— RECORD EXCERPTS —
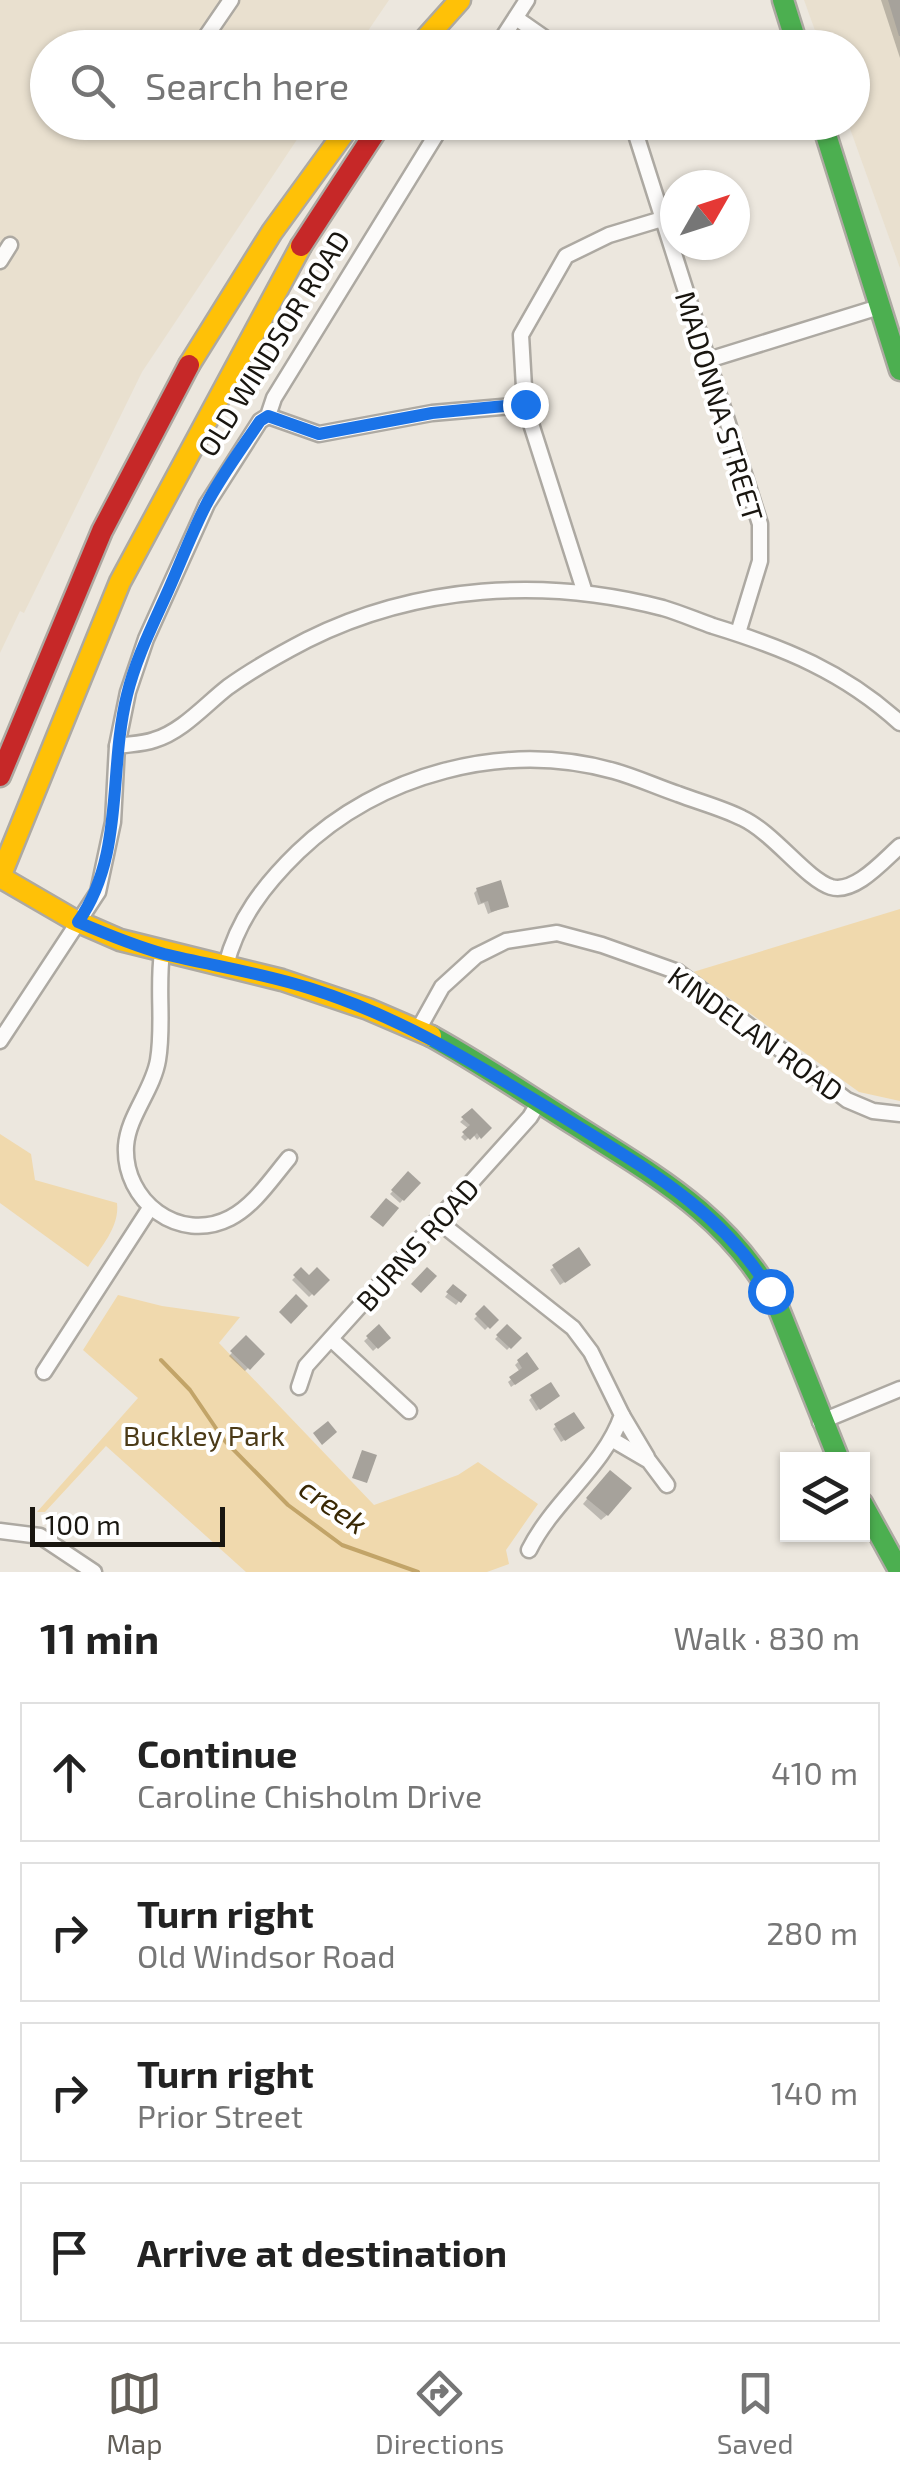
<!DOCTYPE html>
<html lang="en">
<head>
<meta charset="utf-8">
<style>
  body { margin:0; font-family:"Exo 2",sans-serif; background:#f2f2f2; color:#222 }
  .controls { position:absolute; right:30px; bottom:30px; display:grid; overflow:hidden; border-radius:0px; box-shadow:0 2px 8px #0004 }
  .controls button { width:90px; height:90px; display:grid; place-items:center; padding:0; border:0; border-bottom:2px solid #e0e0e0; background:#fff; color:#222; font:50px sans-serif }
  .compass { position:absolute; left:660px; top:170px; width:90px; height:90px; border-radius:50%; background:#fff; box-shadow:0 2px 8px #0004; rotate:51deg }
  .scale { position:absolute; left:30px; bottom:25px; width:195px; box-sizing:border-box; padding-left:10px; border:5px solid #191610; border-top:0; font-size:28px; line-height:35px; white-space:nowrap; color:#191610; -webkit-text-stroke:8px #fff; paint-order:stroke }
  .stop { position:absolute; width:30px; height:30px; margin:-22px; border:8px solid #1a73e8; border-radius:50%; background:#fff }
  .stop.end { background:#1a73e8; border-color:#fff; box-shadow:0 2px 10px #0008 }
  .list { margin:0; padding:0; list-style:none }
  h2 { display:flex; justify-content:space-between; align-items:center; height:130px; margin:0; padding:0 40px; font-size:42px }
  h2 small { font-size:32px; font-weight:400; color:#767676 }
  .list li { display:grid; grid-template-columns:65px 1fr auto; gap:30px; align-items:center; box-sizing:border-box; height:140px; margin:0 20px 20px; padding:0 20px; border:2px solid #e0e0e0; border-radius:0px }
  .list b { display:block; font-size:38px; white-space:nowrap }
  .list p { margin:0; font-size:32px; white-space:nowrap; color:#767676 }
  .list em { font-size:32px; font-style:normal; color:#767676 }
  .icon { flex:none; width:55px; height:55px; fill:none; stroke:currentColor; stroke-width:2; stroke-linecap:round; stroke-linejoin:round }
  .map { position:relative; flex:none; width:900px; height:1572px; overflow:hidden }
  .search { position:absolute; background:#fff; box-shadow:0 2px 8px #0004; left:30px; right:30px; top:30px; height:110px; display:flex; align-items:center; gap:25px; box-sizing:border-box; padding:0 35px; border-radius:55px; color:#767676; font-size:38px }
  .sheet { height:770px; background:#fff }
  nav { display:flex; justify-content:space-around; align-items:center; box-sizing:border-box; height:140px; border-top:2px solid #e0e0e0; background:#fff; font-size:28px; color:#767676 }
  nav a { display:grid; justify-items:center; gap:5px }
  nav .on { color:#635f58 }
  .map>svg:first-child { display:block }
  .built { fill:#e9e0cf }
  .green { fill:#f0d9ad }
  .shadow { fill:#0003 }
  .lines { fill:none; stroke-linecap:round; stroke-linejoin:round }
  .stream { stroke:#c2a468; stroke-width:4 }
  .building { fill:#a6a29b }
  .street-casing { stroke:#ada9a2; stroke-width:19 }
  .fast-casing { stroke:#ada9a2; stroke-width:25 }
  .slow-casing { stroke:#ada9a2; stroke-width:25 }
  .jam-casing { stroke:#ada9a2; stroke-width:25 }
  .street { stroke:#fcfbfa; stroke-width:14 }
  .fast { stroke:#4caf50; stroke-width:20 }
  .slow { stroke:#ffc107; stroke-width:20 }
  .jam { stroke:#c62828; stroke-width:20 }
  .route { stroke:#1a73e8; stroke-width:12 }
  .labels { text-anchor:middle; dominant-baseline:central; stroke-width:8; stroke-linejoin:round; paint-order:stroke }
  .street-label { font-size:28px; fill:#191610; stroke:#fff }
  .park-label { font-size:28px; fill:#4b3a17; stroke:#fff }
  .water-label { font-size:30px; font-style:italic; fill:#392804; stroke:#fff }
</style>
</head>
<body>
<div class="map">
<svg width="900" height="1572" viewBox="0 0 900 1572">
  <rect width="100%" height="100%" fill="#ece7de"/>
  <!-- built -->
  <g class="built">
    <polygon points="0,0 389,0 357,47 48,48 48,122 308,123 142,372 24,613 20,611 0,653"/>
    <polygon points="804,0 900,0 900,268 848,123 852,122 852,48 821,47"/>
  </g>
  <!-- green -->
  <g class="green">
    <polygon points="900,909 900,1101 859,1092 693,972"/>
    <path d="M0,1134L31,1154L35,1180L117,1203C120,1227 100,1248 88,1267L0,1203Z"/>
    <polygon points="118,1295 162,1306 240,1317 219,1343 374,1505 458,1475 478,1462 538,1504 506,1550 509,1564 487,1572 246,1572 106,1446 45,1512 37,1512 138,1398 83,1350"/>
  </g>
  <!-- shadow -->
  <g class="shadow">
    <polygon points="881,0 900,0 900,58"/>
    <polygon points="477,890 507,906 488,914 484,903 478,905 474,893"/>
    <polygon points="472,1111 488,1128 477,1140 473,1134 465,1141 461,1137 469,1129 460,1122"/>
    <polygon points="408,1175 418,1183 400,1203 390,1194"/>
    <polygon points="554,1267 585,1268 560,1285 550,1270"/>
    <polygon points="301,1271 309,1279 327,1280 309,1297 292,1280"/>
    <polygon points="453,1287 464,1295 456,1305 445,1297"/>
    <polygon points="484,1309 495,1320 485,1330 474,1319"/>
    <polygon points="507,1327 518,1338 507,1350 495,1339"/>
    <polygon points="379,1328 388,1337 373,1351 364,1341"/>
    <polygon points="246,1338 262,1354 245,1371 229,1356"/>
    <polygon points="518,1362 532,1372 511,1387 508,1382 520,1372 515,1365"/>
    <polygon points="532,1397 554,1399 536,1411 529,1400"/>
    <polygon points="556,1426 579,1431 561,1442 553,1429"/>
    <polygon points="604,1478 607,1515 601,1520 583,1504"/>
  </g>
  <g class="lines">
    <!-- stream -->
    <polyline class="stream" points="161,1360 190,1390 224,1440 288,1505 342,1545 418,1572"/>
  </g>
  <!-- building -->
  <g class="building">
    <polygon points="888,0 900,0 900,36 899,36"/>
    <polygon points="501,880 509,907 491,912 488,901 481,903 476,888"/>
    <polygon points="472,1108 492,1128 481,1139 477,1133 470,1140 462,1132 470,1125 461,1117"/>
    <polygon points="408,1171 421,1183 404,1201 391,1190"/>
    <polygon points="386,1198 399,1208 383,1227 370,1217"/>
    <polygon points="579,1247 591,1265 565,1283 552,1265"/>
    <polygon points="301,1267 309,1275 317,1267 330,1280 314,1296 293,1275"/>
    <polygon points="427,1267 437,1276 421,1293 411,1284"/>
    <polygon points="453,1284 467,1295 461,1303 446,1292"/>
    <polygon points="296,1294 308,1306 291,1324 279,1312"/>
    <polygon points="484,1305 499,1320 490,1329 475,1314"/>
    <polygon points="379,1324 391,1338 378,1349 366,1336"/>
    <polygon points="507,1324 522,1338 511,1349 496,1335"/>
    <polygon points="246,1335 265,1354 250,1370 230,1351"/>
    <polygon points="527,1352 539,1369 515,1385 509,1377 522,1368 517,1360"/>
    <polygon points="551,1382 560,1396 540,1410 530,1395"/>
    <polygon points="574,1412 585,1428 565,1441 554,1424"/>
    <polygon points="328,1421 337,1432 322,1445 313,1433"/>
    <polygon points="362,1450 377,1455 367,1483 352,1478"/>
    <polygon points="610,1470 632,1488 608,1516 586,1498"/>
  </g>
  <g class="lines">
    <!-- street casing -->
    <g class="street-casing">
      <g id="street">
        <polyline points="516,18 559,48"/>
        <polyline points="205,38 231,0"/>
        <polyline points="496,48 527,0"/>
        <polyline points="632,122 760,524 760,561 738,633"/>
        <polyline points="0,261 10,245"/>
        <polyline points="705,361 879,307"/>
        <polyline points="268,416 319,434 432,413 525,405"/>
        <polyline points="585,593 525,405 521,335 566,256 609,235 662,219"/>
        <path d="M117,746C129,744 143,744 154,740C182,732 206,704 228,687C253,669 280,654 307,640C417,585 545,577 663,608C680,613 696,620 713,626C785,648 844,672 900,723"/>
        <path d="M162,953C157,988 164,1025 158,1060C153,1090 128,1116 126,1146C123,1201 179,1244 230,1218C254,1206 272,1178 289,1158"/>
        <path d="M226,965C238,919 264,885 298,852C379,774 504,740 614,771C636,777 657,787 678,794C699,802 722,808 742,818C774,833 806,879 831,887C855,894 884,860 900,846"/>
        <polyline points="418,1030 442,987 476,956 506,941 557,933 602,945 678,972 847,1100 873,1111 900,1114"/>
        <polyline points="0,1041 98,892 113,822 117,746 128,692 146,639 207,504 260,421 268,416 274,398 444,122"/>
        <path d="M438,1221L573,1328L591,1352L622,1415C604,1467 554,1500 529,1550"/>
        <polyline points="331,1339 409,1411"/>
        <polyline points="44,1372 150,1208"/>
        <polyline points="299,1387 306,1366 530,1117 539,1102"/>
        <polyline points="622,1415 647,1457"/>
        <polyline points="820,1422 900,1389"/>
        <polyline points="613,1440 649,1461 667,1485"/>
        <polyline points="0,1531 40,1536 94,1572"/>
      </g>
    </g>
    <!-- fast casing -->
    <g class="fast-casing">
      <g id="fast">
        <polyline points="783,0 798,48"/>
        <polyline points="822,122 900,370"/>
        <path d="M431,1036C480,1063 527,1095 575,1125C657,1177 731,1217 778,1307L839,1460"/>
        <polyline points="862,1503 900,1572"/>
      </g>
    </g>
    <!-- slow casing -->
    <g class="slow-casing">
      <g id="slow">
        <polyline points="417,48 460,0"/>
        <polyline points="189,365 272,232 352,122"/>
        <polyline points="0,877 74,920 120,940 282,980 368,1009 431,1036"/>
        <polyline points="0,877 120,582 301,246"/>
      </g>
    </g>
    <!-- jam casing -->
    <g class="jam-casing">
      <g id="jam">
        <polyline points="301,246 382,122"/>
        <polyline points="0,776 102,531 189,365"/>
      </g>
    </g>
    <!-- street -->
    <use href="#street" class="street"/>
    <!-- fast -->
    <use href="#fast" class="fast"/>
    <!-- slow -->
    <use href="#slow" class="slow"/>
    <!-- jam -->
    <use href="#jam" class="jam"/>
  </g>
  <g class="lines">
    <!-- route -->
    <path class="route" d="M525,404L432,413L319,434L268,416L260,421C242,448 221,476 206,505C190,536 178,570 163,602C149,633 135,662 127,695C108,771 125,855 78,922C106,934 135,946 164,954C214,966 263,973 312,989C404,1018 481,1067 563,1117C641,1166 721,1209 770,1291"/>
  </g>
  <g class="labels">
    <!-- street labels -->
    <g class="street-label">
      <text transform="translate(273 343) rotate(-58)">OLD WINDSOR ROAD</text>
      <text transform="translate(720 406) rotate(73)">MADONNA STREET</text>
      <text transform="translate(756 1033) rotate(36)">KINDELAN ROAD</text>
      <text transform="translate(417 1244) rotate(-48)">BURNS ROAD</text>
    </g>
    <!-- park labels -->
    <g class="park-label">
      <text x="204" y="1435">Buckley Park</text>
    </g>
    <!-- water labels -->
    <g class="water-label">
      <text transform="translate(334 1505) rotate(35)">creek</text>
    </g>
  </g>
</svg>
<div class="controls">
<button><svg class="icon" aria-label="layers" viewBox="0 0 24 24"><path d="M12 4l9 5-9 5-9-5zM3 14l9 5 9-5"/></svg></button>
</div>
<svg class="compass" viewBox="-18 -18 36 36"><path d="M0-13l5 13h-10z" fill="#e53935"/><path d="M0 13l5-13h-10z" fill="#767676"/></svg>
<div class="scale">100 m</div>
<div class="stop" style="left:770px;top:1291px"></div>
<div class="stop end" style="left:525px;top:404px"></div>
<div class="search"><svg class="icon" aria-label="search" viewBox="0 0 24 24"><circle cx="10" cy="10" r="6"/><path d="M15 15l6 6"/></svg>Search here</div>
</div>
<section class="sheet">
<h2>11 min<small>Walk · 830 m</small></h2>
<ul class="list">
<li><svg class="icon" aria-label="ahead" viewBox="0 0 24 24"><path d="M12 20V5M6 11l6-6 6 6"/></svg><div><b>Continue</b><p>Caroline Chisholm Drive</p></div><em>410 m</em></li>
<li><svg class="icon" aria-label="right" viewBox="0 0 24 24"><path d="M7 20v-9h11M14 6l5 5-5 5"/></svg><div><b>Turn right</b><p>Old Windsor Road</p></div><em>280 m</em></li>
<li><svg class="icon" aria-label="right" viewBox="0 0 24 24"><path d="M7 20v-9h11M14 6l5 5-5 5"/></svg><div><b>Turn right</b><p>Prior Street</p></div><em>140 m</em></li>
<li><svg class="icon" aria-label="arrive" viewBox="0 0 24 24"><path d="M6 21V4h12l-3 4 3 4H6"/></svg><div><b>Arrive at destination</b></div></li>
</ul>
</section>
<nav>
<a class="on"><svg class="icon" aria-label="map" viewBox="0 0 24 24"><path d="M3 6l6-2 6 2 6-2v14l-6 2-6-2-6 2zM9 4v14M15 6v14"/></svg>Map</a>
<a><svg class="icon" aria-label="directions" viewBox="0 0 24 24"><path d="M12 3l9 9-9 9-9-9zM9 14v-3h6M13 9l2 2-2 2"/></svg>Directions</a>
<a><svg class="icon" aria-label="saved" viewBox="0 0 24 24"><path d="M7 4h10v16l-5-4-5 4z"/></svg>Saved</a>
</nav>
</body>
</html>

— TRY IT —
Among the entries, find each line that includes the string "left" and copy it.

— FINISHED EXERCISE —
  .compass { position:absolute; left:660px; top:170px; width:90px; height:90px; border-radius:50%; background:#fff; box-shadow:0 2px 8px #0004; rotate:51deg }
  .scale { position:absolute; left:30px; bottom:25px; width:195px; box-sizing:border-box; padding-left:10px; border:5px solid #191610; border-top:0; font-size:28px; line-height:35px; white-space:nowrap; color:#191610; -webkit-text-stroke:8px #fff; paint-order:stroke }
  .search { position:absolute; background:#fff; box-shadow:0 2px 8px #0004; left:30px; right:30px; top:30px; height:110px; display:flex; align-items:center; gap:25px; box-sizing:border-box; padding:0 35px; border-radius:55px; color:#767676; font-size:38px }
<div class="stop" style="left:770px;top:1291px"></div>
<div class="stop end" style="left:525px;top:404px"></div>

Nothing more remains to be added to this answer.